**What the task requires**
Exactly one number should make up the answer: how many lines of the listing contain the string "serif".

**Recorded information**
Start of Block
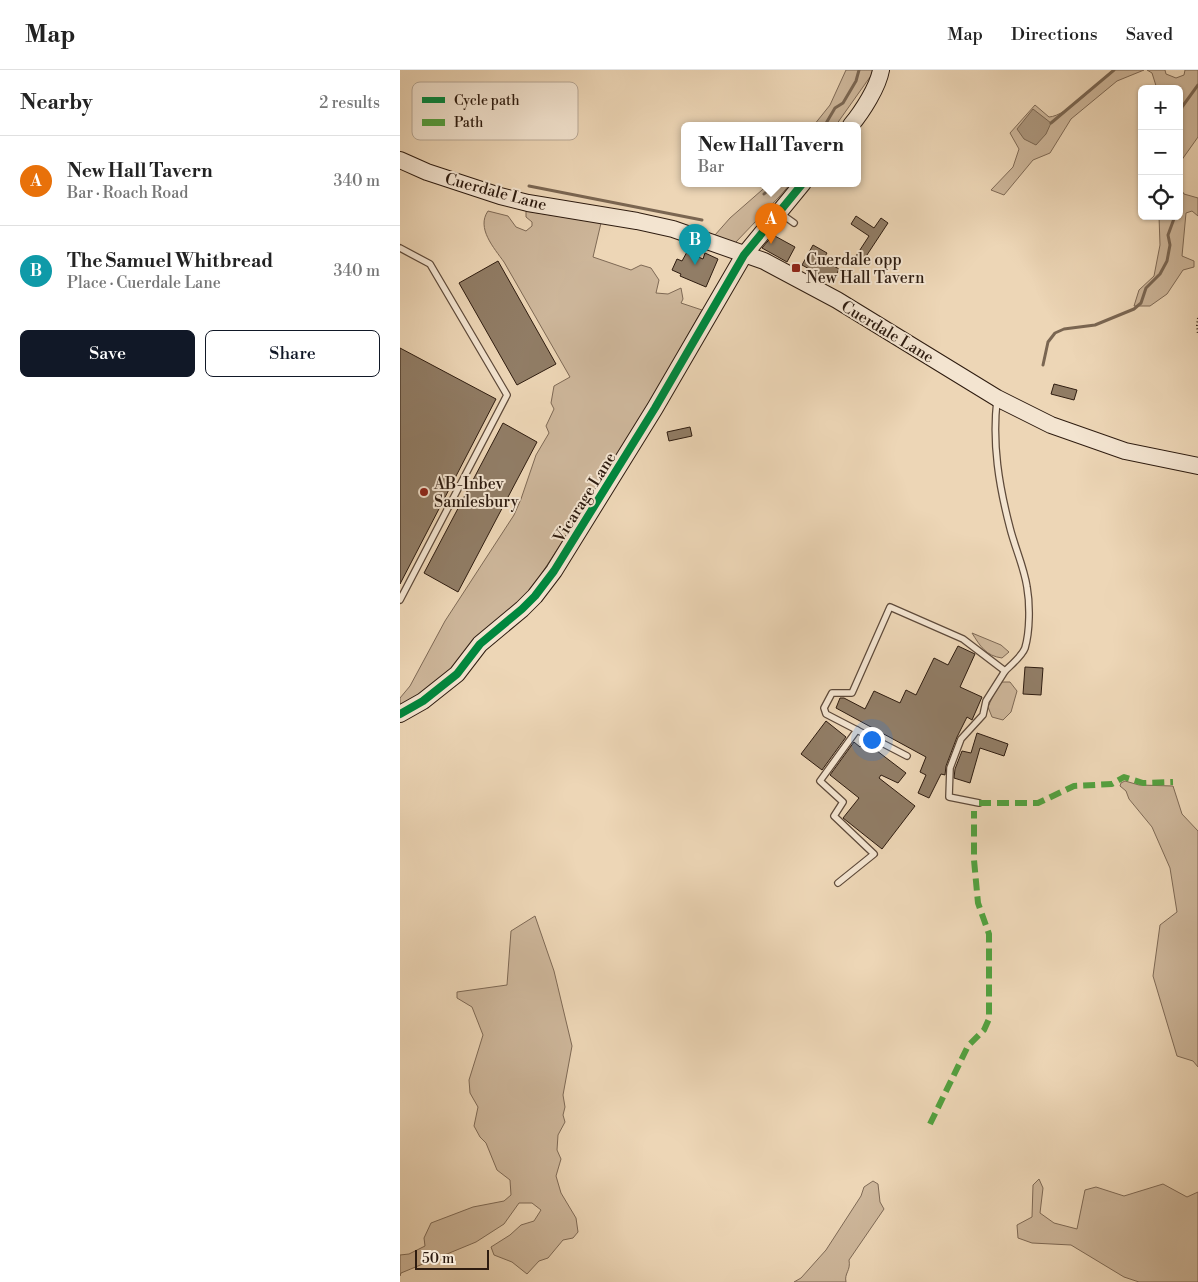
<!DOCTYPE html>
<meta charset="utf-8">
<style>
:root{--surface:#fff;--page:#f2f2f2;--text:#222;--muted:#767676;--line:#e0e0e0;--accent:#111827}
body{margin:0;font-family:"Libre Bodoni",serif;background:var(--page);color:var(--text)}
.controls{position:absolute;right:15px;top:15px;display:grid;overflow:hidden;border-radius:8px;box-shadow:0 1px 4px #0004}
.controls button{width:45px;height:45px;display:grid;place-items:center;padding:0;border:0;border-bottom:1px solid var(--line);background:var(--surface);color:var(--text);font:25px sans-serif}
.scale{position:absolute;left:15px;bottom:12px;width:74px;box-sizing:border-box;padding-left:5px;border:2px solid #2e1c10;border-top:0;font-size:14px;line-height:18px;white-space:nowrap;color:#2e1c10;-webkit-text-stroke:4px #f3e4d0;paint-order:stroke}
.you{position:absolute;left:471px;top:669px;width:18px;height:18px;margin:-12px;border:4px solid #fff;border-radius:50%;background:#1a73e8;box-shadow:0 0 0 8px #1a73e833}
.badge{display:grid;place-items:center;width:32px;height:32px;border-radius:50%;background:var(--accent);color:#fff;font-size:16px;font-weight:700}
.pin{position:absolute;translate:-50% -41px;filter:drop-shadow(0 1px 2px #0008)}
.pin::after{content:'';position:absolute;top:26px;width:18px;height:15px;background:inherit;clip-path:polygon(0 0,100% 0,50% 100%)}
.popup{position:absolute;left:281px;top:52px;width:180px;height:65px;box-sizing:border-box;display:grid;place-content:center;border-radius:8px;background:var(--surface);filter:drop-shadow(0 1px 4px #0005);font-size:16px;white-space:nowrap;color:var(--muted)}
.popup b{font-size:19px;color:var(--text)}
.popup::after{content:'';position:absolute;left:50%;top:100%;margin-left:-10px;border:10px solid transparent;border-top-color:var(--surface)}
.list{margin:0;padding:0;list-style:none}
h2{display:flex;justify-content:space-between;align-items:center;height:65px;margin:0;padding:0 20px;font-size:21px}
h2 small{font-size:16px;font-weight:400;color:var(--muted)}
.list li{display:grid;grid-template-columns:32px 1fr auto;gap:15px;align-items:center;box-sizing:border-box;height:90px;padding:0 20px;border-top:1px solid var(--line)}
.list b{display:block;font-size:19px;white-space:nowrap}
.list p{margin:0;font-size:16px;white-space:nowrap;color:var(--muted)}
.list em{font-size:16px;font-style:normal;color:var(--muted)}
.actions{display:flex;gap:10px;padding:15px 20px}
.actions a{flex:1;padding:11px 0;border:1px solid var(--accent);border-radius:8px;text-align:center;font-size:18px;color:var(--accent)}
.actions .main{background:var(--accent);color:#fff}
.icon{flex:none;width:28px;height:28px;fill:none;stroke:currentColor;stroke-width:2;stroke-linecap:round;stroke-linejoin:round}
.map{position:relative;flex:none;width:798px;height:1212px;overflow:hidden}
header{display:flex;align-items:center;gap:30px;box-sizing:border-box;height:70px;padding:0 25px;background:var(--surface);border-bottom:1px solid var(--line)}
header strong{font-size:24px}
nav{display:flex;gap:28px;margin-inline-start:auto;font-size:18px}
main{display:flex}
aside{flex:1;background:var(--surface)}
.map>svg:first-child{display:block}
.green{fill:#cdb69a;stroke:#7e6955}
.water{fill:#ac977e;stroke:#7a6652}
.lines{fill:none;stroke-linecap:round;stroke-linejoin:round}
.stream{stroke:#7a6652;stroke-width:3}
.building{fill:#917d66;stroke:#2e1c10}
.lane-casing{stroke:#5e4a3a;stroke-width:8}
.secondary-casing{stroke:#2e1c10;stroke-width:18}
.path{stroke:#2e1c10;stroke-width:2;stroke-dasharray:1 2.5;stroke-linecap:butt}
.lane{stroke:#f3e4d0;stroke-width:5.5}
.secondary{stroke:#f3e4d0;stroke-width:16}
.quiet{stroke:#52a13f;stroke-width:6;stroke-dasharray:12 6;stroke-linecap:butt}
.cycleway-casing{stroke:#f3e4d0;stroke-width:11}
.cycleway{stroke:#00873e;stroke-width:8}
.poi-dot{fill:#8f2418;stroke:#f3e4d0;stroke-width:2}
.labels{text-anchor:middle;stroke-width:4;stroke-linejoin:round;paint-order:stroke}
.street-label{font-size:16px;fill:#2e1c10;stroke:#f3e4d0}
.poi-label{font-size:16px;fill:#2e1c10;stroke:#f3e4d0;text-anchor:start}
.key{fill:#f3e4d0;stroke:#b8a896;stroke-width:1}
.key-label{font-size:14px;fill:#2e1c10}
</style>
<header>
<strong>Map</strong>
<nav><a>Map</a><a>Directions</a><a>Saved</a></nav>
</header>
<main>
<aside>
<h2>Nearby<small>2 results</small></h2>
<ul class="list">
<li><span class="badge" style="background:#e8710a">A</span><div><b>New Hall Tavern</b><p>Bar · Roach Road</p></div><em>340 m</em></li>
<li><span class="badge" style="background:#0f9aa8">B</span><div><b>The Samuel Whitbread</b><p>Place · Cuerdale Lane</p></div><em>340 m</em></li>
</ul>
<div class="actions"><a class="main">Save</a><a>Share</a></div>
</aside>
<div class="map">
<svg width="798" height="1212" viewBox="0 0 798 1212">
<rect width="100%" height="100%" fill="#edd6b6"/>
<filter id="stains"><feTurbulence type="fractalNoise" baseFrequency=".004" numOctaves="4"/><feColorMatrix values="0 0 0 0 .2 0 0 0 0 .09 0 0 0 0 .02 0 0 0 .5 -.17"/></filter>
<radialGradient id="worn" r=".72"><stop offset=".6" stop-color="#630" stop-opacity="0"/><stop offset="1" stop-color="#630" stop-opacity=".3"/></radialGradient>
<g class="green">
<path d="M446,0H475L436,55H414L430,35Z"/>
<path d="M713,0H744L717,11L671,49L650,83L633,90L604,125L591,120L613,97L619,79L610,63L635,35L649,47C667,46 699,12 713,0Z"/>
<path d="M747,0H765L766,4L776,8L784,5L785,0H798V67L781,91L779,95V19H757L752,3Z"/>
<path d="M370,113H391L379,127L335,173L315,165L330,148Z"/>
<path d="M779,116L784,124L798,128V146L792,141L786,143L782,186L794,191V197L783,200L767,224L750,236H734L739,220L754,206L760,175L759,146H779Z"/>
<path d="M88,141L108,146L116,157L126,161L132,156V152L126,147V141L201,153L193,187L231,200L241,195L251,198L259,210L256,223L268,224L281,218L283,229L281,233L302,240L241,349L142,503L123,529L55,596L0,639V628L10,616L45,551L114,445L121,429L136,385L149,363L146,356L154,339L151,333L154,316L170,307L104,192C94,178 76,158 88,141Z"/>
<path d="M572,563L601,575L609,582L602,588C586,586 580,576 572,563Z"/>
<path d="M599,612H610L617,621L611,642L603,650L592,647L588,637Z"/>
<path d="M725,711L739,715L773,716L782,744L798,761V997L793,991L777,986L753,906L760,855L777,842L770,798L752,757L729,729L726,721L720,716L721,713Z"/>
<path d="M135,846L154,901L172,976L163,1025L165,1037L163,1045L165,1052L158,1065L157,1080L161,1089L156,1106L161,1123L176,1148L178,1162L173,1168L163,1170L148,1188L139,1191L127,1204L112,1192L94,1185L91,1177L110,1165L121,1155L134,1151L141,1140L132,1133H119L104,1154L76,1172L1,1203L0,1206V1185L9,1184L25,1176L24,1168L31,1153L73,1137L104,1131L111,1125L110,1110L97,1100L86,1073L80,1067L74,1056L78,1037L70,1023L69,1010L83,965L72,937L57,928V922L107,915L111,861Z"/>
<path d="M639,1109L643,1118L640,1143L654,1153L677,1159L685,1120L696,1117L724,1126L763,1114L787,1127L798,1122V1212H739L724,1207L671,1175L632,1173L618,1168L617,1155L632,1147L633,1115Z"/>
<path d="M473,1111L478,1114L480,1132L484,1139L449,1190C451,1201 444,1203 446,1212H394L401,1208L426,1180L461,1126L464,1117Z"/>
</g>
<path class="water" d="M633,39L651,53L646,64L636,75L624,69L617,59Z"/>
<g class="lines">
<g class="stream">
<path d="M779,48L782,37L798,15"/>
<path d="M651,53L714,0"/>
<path d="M425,55L435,38L443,33L456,11L459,0"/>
<path d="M129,116L302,150"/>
<path d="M364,124L376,113"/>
<path d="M779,129V141"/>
<path d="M643,295L648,272L655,263L664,259L695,255L734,239L741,233L746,218L760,204L767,191L770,175L768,165L775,146"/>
</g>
</g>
<g class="building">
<path d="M456,146L474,158L481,148L488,153L463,191L456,186L469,166L451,154Z"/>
<path d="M373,165L395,177L387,192L362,178Z"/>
<path d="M413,175L427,183L423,190L439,199L433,212L402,195Z"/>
<path d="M287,182L303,189L305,183L318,189L306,217L280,206L281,204L272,200L277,189L282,191Z"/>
<path d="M98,191L156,294L117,315L59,213Z"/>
<path d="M0,278L96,329L0,514Z"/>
<path d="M654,314L677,320L674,330L651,324Z"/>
<path d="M103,353L137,372L58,522L24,503Z"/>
<path d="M290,357L292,366L269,371L267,362Z"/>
<path d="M558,576L575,584L560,617L582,627L572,650L567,647L557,667L546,696L545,705L541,704L529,728L518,723L526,705L520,702L526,687L436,638L440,628H444L465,639L474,621L500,633L506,620L516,625L534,588L548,595Z"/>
<path d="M625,597L643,598L641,625L623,624Z"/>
<path d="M426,651L446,667L422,700L401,684Z"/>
<path d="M577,663L608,674L604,686L580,678L570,713L554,708L555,699L562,681L571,683Z"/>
<path d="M464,671L506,703L498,713L481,705L479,708L515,736L482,779L443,748L459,728L430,705L454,672L460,677Z"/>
</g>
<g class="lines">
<defs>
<g id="lane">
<path d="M380,143L394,153"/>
<path d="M0,178L30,194L107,325L0,530"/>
<path d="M507,686L426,644L424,638L432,623H452L490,537L563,569L605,601C611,595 622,586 625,578C630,561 630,534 627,517C624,497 615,478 610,458C599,416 592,374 597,330"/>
<path d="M579,733L549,727L550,698L561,669L583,645L586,631L605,601"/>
<path d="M438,813L474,784L434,746L443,732L420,711L457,660"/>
</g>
<g id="secondary">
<path d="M451,55C462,42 478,17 481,0"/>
<path d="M0,90L27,102L100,126L128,133L237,151L273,159L364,191L437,230L597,328L651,355L725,381L798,396"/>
<path d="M0,644L23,631L57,604L80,574L122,539L135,526L154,501L255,338L344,185L403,113"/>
</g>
</defs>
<use href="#lane" class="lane-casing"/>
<use href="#secondary" class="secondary-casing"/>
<path class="path" d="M798,248L797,255L798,265"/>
<use href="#lane" class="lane"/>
<use href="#secondary" class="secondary"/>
<g class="quiet">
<path d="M579,733H638L674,716L712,714L724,707L743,713L773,712"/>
<path d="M530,1054L568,976L584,960L589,949V864L578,833L574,790V741"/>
</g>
<defs>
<path id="cycleway" d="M0,644L23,631L57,604L80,574L122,539L135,526L154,501L255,338L344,185L403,113"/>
</defs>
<use href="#cycleway" class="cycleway-casing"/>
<use href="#cycleway" class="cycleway"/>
</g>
<g class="poi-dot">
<rect x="391" y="193" width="10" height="10" rx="2.5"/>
<circle cx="24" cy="422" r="5"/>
</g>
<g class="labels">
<g class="street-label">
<text transform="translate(96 121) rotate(15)" y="6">Cuerdale Lane</text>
<text transform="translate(488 261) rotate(31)" y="6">Cuerdale Lane</text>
<text transform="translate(184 427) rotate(-58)" y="6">Vicarage Lane</text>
</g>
<g class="poi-label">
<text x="406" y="195">Cuerdale opp<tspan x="406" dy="18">New Hall Tavern</tspan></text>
<text x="34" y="419">AB-Inbev<tspan x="34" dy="18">Samlesbury</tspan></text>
</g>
</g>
<rect x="12" y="12" width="166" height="58" rx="8" class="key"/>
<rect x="22" y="27" width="23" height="6" fill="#00873e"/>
<rect x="22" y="49" width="23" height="7" fill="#52a13f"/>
<g class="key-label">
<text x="54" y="35">Cycle path</text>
<text x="54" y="57">Path</text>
</g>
<rect width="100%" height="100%" filter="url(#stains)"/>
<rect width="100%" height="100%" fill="url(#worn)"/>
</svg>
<div class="controls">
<button>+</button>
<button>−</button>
<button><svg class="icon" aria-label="locate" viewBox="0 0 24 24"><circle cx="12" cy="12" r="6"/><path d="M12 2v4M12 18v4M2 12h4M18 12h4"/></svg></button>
</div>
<div class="scale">50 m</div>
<div class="you"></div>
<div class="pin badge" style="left:371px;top:174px;background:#e8710a">A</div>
<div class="popup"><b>New Hall Tavern</b>Bar</div>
<div class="pin badge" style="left:295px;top:195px;background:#0f9aa8">B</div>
</div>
</main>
End of Block
**Result of this exercise**
2